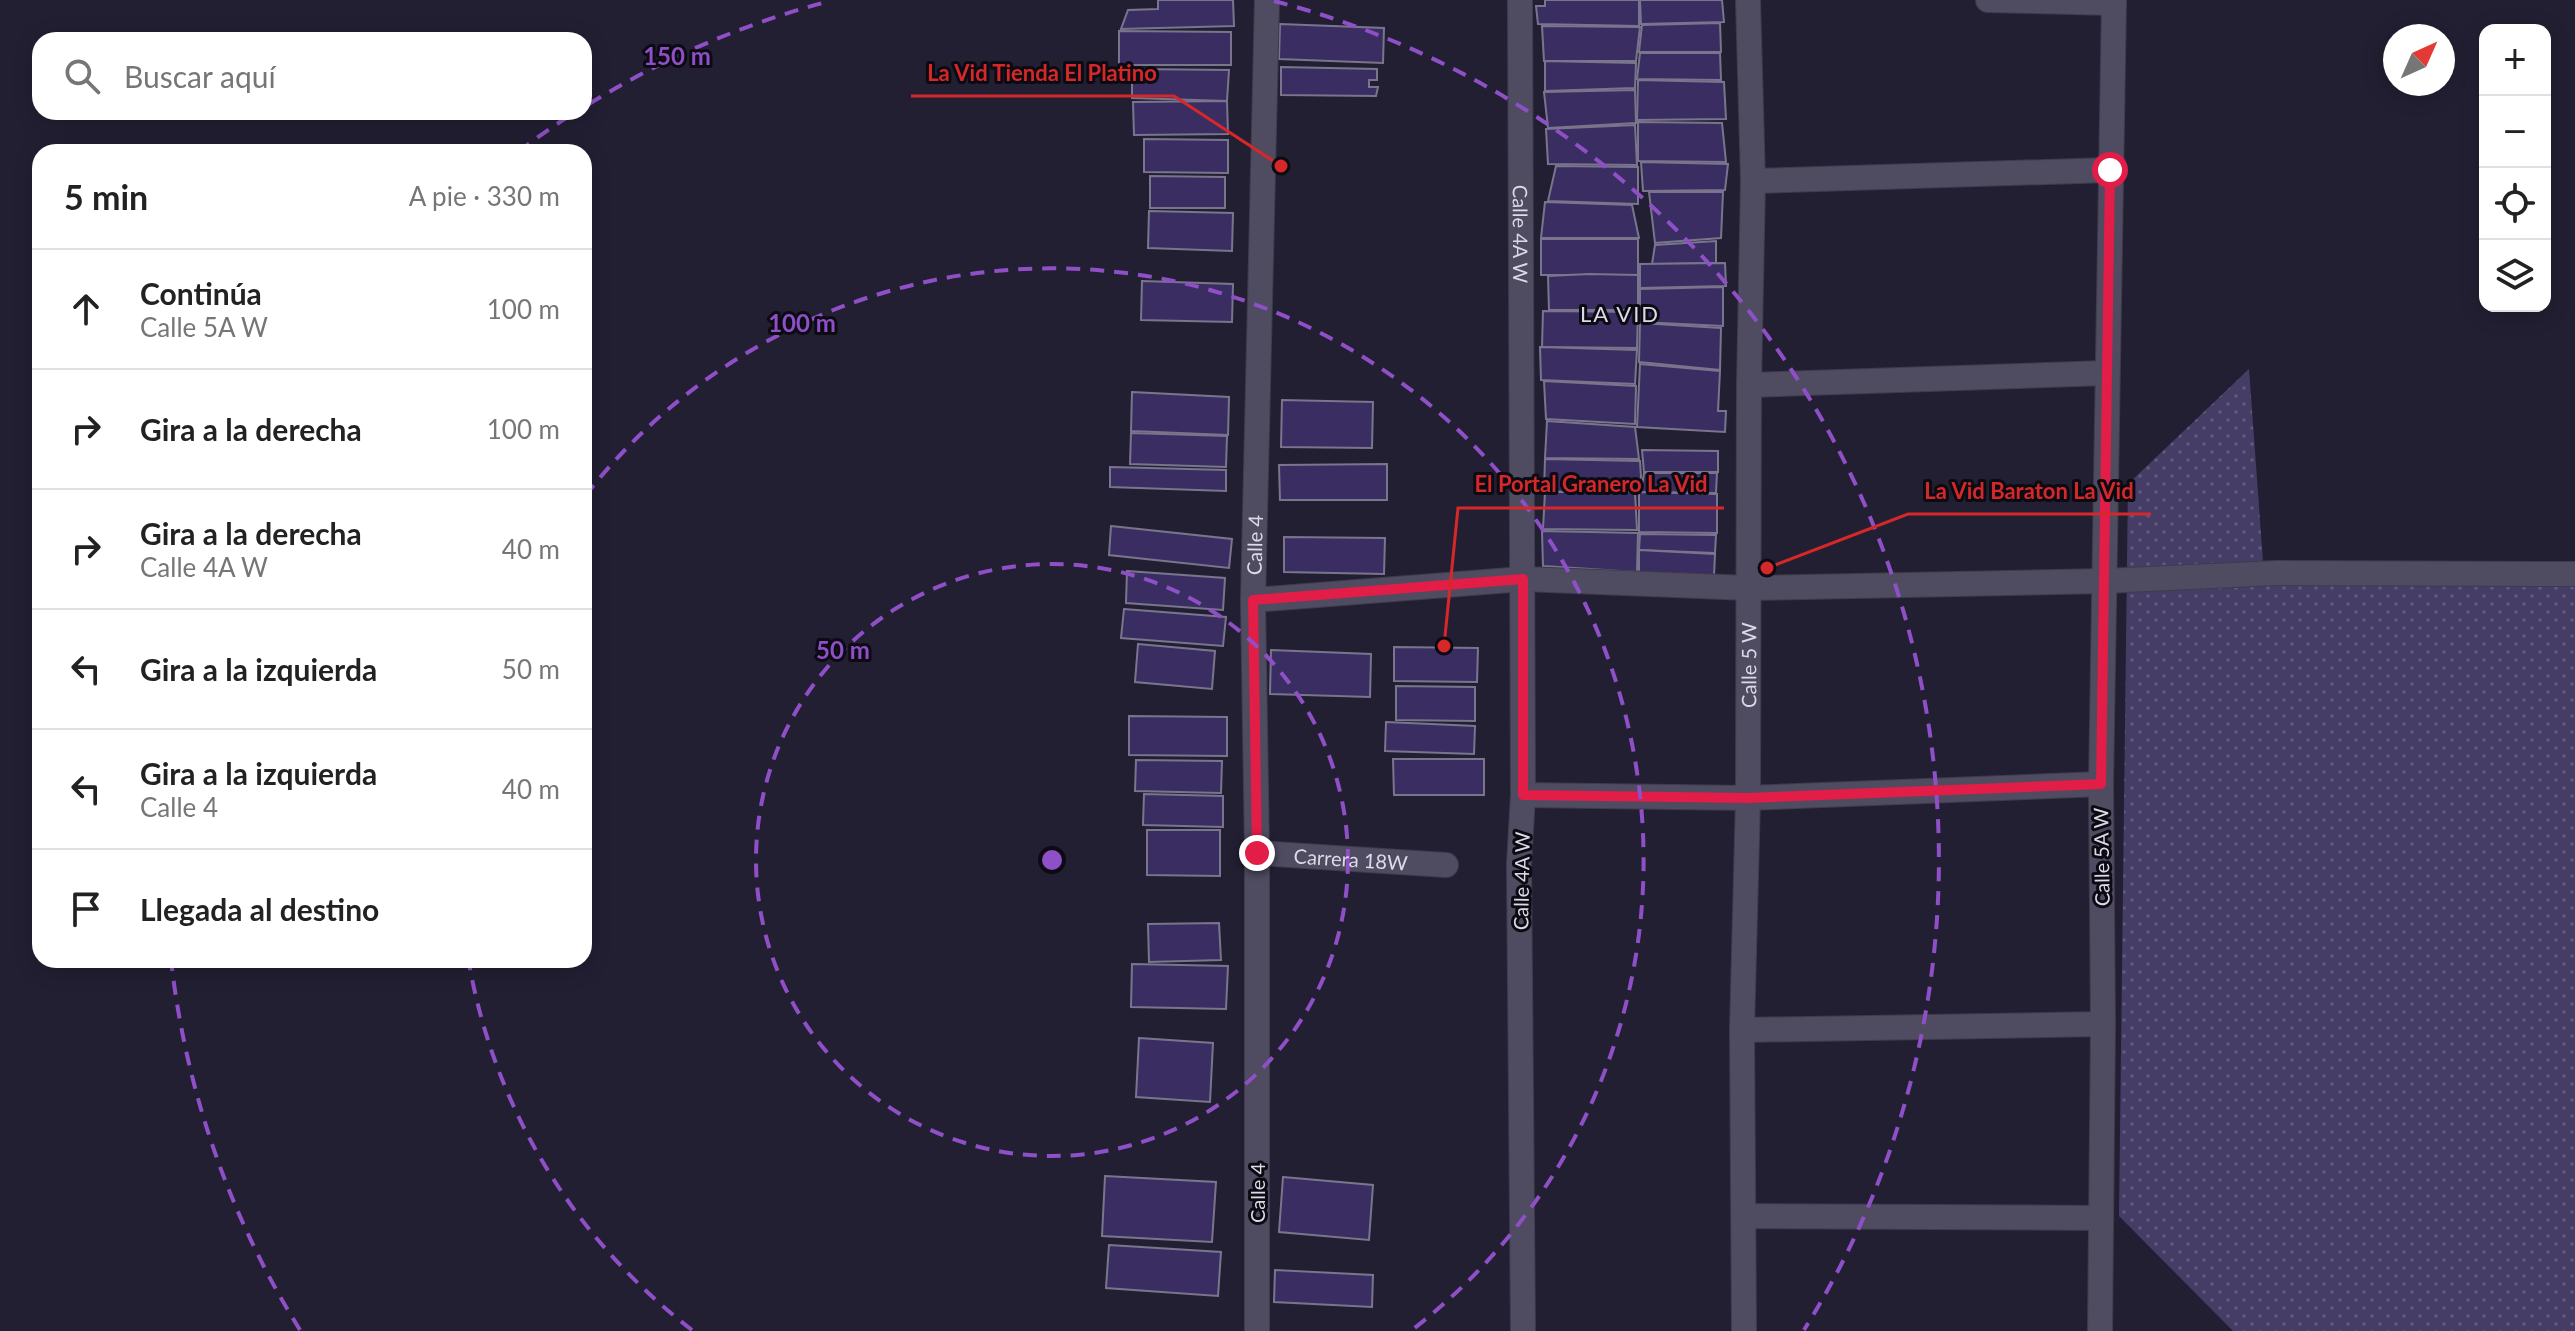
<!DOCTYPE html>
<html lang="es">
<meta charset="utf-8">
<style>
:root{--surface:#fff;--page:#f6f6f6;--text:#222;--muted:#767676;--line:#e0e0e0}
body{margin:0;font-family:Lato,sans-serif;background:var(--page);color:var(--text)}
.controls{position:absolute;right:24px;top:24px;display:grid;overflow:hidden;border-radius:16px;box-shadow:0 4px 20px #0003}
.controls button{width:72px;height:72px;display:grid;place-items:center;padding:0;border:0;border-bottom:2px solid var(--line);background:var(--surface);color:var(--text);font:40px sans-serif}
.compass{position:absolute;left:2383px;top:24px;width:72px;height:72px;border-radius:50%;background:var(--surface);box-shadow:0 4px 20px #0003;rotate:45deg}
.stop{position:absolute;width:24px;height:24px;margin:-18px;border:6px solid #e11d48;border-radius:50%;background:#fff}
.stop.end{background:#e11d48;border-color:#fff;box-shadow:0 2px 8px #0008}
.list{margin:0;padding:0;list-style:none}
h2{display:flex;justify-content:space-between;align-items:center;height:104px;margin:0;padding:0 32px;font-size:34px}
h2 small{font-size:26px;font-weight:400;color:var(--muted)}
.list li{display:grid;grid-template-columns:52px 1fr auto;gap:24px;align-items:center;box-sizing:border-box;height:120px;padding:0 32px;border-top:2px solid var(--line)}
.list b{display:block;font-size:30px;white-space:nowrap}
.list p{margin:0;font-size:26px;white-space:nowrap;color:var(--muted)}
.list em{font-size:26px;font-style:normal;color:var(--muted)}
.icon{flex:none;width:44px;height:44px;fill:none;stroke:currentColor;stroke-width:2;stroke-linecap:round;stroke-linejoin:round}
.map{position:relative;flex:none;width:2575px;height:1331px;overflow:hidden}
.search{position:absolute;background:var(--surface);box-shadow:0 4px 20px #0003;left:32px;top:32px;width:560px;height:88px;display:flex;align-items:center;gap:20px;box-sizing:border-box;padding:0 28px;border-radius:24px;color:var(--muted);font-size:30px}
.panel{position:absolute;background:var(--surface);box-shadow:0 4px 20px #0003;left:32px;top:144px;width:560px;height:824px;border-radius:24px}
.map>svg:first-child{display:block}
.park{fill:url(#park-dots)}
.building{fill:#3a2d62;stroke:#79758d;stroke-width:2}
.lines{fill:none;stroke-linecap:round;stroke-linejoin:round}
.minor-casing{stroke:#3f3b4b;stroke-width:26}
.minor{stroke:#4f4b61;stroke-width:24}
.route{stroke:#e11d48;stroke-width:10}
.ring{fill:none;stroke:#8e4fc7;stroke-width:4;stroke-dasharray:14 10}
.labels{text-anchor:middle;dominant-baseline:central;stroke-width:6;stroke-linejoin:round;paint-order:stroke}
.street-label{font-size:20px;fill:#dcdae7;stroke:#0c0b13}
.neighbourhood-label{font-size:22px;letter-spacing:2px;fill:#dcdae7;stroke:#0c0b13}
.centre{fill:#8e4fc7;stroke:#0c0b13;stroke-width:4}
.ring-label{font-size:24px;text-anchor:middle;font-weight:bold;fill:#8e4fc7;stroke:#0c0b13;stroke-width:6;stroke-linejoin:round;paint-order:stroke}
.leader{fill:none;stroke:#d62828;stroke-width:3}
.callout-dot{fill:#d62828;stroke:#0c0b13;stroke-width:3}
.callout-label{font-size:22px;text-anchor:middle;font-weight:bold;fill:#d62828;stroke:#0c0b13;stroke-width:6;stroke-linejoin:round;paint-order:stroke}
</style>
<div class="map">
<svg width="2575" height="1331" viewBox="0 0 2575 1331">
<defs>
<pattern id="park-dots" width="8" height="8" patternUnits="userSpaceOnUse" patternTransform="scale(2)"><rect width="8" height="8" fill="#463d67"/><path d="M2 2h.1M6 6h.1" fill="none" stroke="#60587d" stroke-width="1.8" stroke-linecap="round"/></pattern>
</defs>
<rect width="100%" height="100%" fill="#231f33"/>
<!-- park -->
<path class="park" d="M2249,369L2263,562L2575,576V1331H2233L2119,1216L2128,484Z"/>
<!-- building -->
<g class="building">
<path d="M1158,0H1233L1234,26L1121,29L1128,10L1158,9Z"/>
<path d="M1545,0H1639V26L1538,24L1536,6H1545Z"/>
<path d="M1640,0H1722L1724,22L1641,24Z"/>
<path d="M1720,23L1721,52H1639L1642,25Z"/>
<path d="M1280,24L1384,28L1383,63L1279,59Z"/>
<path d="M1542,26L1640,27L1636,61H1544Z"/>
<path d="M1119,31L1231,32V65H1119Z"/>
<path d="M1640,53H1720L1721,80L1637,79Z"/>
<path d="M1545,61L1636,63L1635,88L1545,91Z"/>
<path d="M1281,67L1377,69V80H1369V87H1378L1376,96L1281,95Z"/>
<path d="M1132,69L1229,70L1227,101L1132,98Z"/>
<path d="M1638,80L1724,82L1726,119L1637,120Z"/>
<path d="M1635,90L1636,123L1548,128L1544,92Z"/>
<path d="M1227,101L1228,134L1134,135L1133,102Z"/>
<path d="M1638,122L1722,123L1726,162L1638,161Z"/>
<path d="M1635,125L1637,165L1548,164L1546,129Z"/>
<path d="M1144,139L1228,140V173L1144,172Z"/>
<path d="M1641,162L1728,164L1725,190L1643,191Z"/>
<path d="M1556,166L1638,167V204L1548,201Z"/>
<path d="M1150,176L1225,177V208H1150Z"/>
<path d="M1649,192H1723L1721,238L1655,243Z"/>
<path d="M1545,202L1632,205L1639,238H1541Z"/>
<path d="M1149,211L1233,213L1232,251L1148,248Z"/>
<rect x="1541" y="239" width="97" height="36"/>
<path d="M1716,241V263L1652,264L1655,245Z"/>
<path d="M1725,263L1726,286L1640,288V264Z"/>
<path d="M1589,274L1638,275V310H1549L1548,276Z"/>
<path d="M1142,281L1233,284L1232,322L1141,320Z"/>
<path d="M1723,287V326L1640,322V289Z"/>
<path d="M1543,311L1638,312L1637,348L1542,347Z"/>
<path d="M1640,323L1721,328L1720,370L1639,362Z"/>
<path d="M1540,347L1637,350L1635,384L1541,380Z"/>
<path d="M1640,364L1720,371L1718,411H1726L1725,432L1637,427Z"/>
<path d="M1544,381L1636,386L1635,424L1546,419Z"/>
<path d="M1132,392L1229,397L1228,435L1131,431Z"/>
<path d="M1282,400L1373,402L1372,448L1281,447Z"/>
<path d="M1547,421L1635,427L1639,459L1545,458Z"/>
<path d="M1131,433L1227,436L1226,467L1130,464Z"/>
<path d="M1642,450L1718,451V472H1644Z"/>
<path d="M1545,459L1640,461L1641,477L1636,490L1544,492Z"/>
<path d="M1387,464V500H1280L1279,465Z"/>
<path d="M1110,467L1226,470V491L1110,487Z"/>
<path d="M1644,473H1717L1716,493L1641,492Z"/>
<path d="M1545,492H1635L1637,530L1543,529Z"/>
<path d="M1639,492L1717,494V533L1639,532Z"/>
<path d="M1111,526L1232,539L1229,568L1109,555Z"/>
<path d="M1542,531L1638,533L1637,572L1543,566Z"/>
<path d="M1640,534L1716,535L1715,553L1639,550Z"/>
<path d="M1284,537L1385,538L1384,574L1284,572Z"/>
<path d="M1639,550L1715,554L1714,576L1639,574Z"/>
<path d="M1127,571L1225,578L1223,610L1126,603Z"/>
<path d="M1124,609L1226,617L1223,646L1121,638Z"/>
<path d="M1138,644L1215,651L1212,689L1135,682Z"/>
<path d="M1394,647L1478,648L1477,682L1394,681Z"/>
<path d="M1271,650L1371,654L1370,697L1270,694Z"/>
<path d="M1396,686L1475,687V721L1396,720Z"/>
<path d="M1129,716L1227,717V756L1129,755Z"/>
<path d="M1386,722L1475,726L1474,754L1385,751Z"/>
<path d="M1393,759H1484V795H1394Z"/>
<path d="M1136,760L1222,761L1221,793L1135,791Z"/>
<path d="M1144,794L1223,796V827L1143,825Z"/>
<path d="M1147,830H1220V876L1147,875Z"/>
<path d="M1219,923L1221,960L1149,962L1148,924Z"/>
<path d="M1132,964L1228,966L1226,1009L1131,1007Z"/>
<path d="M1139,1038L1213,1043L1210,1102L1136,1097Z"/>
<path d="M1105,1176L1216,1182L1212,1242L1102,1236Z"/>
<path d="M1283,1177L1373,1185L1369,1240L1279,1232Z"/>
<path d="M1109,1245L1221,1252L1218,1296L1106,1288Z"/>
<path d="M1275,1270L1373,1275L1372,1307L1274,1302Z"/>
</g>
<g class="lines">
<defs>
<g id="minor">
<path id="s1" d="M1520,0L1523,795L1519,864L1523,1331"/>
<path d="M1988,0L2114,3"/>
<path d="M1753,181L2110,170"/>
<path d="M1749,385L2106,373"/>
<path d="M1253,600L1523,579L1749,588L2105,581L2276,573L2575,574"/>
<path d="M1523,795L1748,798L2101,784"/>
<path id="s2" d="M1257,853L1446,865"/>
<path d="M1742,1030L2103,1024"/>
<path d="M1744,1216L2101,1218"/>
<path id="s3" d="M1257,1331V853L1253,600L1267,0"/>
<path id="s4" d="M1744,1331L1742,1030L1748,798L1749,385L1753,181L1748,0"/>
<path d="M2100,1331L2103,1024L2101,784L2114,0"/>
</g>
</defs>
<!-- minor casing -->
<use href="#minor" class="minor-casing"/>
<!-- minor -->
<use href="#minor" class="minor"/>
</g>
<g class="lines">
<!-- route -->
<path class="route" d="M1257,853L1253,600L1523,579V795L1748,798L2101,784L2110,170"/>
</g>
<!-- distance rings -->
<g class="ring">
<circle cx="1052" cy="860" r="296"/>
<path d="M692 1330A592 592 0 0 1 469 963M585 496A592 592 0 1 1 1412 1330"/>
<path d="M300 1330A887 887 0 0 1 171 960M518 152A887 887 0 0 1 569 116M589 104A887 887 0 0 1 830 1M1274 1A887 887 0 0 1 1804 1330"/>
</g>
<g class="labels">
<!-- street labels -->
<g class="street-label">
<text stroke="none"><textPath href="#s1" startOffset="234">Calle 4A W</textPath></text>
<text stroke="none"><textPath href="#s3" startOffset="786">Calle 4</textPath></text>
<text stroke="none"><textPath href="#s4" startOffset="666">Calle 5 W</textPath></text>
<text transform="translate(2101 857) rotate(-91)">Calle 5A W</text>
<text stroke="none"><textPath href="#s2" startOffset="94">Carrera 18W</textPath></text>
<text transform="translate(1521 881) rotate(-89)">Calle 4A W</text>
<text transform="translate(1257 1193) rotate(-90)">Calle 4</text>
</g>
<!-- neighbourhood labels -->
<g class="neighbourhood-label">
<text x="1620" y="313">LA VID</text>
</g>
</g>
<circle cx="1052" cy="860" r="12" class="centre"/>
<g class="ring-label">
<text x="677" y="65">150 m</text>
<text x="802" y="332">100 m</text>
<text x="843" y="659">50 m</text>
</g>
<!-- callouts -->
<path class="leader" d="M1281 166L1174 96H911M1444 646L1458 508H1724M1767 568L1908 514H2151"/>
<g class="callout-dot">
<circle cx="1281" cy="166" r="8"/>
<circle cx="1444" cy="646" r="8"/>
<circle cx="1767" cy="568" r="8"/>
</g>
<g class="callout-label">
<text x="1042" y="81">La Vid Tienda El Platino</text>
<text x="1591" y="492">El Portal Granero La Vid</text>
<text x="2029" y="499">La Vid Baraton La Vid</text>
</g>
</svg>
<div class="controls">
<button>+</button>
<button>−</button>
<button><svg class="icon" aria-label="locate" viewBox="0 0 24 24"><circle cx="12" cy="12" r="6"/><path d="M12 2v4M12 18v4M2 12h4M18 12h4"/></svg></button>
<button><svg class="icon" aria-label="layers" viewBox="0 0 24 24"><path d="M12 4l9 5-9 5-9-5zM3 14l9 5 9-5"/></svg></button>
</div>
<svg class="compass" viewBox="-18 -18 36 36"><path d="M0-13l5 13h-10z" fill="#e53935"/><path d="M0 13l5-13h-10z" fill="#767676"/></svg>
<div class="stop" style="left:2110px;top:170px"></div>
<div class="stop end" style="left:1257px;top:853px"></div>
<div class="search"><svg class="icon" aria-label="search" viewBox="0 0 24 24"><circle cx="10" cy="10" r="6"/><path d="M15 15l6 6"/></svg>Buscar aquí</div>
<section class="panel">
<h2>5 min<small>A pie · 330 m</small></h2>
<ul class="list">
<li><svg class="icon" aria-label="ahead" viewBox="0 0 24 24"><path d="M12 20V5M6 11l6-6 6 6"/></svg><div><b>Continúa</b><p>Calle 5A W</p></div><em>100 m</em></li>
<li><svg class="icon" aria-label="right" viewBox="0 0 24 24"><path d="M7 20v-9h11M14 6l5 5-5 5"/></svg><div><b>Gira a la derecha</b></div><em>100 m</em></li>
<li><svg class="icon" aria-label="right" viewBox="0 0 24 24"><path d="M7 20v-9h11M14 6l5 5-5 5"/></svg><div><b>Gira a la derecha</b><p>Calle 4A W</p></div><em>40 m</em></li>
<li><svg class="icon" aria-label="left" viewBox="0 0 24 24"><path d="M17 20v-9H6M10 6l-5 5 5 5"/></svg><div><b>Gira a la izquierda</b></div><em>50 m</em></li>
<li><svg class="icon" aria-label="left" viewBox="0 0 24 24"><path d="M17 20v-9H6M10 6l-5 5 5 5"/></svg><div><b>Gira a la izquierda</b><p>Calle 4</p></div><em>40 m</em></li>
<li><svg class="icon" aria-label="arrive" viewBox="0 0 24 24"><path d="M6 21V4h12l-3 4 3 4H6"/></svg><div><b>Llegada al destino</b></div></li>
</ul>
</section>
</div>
----------
### Problem requirements
Of the lines above, copy each that contains "controls".

### Written answer
.controls{position:absolute;right:24px;top:24px;display:grid;overflow:hidden;border-radius:16px;box-shadow:0 4px 20px #0003}
.controls button{width:72px;height:72px;display:grid;place-items:center;padding:0;border:0;border-bottom:2px solid var(--line);background:var(--surface);color:var(--text);font:40px sans-serif}
<div class="controls">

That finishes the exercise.